The raw listing needs attention of @fxru or @zaaf2 .

funderburkjim commented 7 years ago

anudAtta not coded

Thanks for other examples of anudAtta in print.

Looking 'nO' example, we see that the printed text shows anudAtta for homonym 1 and udAtta for homonym 2.

In the digitization, the udAtta is coded, but not the anudAtta.

I double-checked the original digitization from Thomas, and there also anudAtta is not coded.

This is a new fact about the the pw.txt digitization.

funderburkjim commented 7 years ago

word group code

In the digitization, there is a 3-digit numeric code for each entry. This code was introduced by Thomas, using some undocumented algorithm; it is not part of the printed text. The meta-line format of the digitization maintains this code, for the sake of information preservation.

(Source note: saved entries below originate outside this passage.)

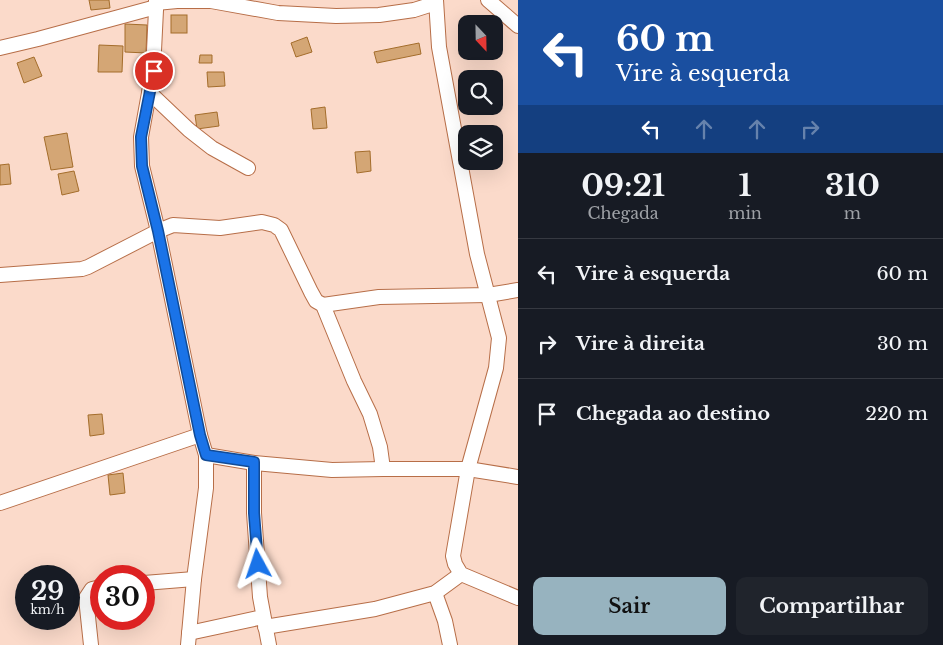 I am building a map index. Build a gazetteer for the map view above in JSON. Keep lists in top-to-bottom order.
{
  "north": "bottom",
  "page": {
    "turn": ["60 m", "Vire à esquerda"],
    "eta": [
      "09:21",
      "Chegada",
      "1",
      "min",
      "310",
      "m"
    ],
    "list": [
      {
        "name": "Vire à esquerda",
        "value": "60 m"
      },
      {
        "name": "Vire à direita",
        "value": "30 m"
      },
      {
        "name": "Chegada ao destino",
        "value": "220 m"
      }
    ],
    "speed": "29 km/h",
    "limit": "30",
    "buttons": ["Sair", "Compartilhar"]
  }
} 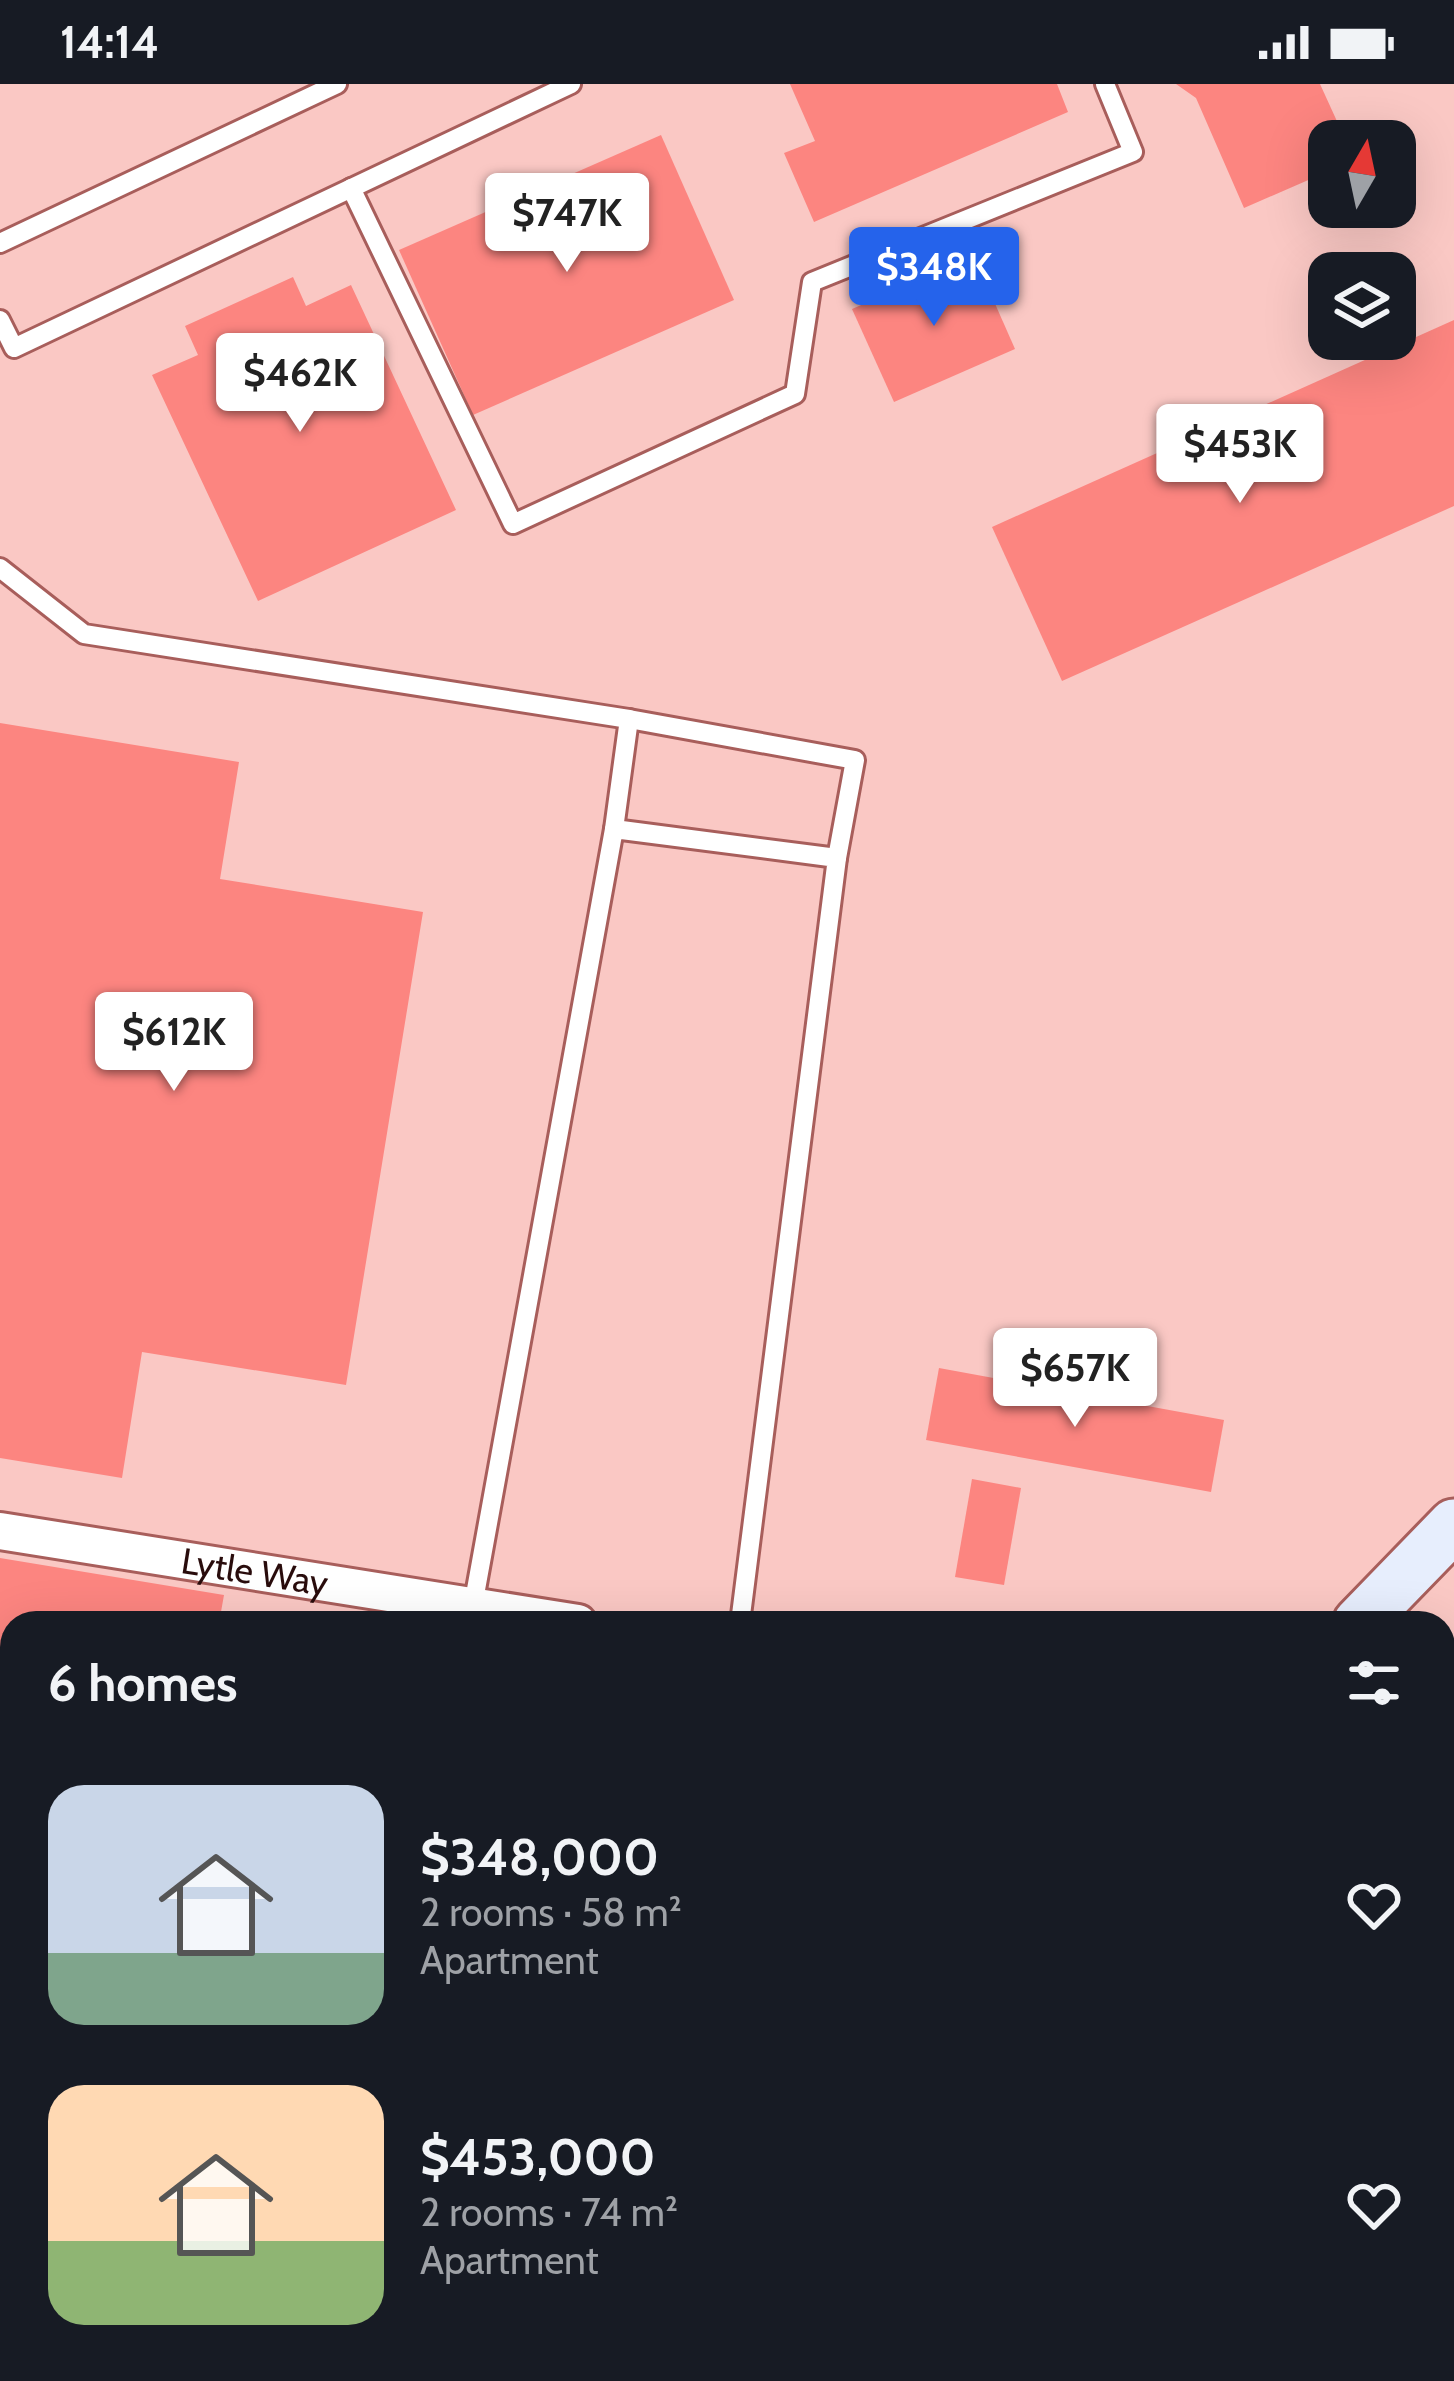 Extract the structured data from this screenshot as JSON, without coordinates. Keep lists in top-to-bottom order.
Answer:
{
  "streets": {
    "street": ["Lytle Way"]
  },
  "north": "top",
  "page": {
    "status": "14:14",
    "price": [
      "$747K",
      "$348K",
      "$462K",
      "$453K",
      "$612K",
      "$657K"
    ],
    "heading": "6 homes",
    "list": [
      {
        "name": "$348,000",
        "note": "2 rooms · 58 m² · Apartment"
      },
      {
        "name": "$453,000",
        "note": "2 rooms · 74 m² · Apartment"
      }
    ]
  }
}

Here is how the coding looks in the original digitization and in the meta-line conversion:

ORIGINAL
<H1>000{a}1{a}^1¦ ‹Pron. der 3ten Person. Davon›
<H1>100{aMSitA}1{aMSitA}¦ •f. {%das Erbesein , ...
CURRENT  (the <e> field in the meta-line)
<L>1<pc>1001-1<k1>a<k2>a<h>1<e>000
<L>19<pc>1001-1<k1>aMSitA<k2>aMSitA<e>100

summary of codes

Here is a summary of the codes, the frequency of occurrence, and likely meanings for two codes. The meaning of the other codes is not known.

code	frequency	meaning
000	3707
001	613
004	420
100	126461	Adjective or Noun
107	735
108	561
500	3286	Verb
501	1
999	3

While the idea of classifying entries by something like part of speech is useful, my preliminary impression is that these codes need improvement to be of real use. But such improvement is a task for another day.

funderburkjim commented 7 years ago

missed Greek

@jmigliori Here is a case where Greek text was missed in PW, due to a digitization error. Would you fill it in?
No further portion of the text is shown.